[Data block]
=== Section Start ===

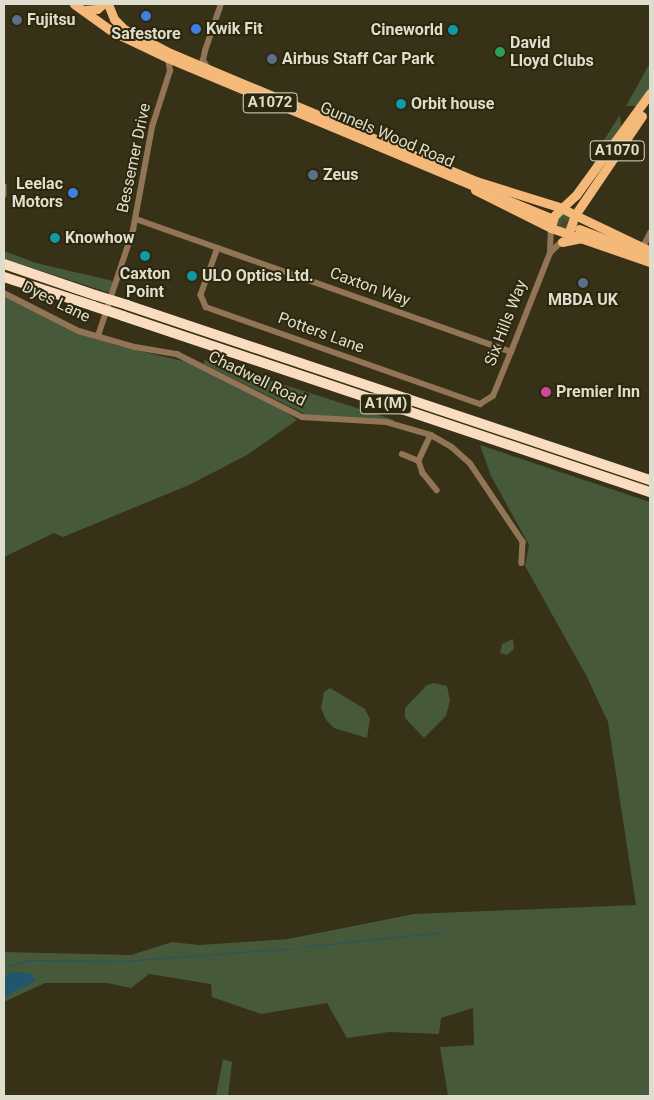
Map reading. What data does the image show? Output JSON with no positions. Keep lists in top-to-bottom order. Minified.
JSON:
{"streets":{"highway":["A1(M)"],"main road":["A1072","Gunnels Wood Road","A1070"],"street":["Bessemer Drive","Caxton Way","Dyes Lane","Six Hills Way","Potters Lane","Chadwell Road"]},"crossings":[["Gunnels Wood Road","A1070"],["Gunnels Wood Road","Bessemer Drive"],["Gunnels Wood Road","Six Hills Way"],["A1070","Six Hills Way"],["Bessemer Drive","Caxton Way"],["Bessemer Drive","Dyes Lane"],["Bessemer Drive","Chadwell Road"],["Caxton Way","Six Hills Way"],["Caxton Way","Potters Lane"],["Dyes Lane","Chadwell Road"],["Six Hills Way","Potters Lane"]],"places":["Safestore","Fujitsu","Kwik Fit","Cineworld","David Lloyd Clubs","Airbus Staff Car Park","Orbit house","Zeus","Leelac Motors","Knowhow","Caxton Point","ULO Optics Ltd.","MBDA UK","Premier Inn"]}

=== Section End ===

[Exercise goal] The entire listing is to be printed exactly, with each picture omitted.

[Response area]
Map reading. What data does the image show? Output JSON with no positions. Keep lists in top-to-bottom order. Minified.
JSON:
{"streets":{"highway":["A1(M)"],"main road":["A1072","Gunnels Wood Road","A1070"],"street":["Bessemer Drive","Caxton Way","Dyes Lane","Six Hills Way","Potters Lane","Chadwell Road"]},"crossings":[["Gunnels Wood Road","A1070"],["Gunnels Wood Road","Bessemer Drive"],["Gunnels Wood Road","Six Hills Way"],["A1070","Six Hills Way"],["Bessemer Drive","Caxton Way"],["Bessemer Drive","Dyes Lane"],["Bessemer Drive","Chadwell Road"],["Caxton Way","Six Hills Way"],["Caxton Way","Potters Lane"],["Dyes Lane","Chadwell Road"],["Six Hills Way","Potters Lane"]],"places":["Safestore","Fujitsu","Kwik Fit","Cineworld","David Lloyd Clubs","Airbus Staff Car Park","Orbit house","Zeus","Leelac Motors","Knowhow","Caxton Point","ULO Optics Ltd.","MBDA UK","Premier Inn"]}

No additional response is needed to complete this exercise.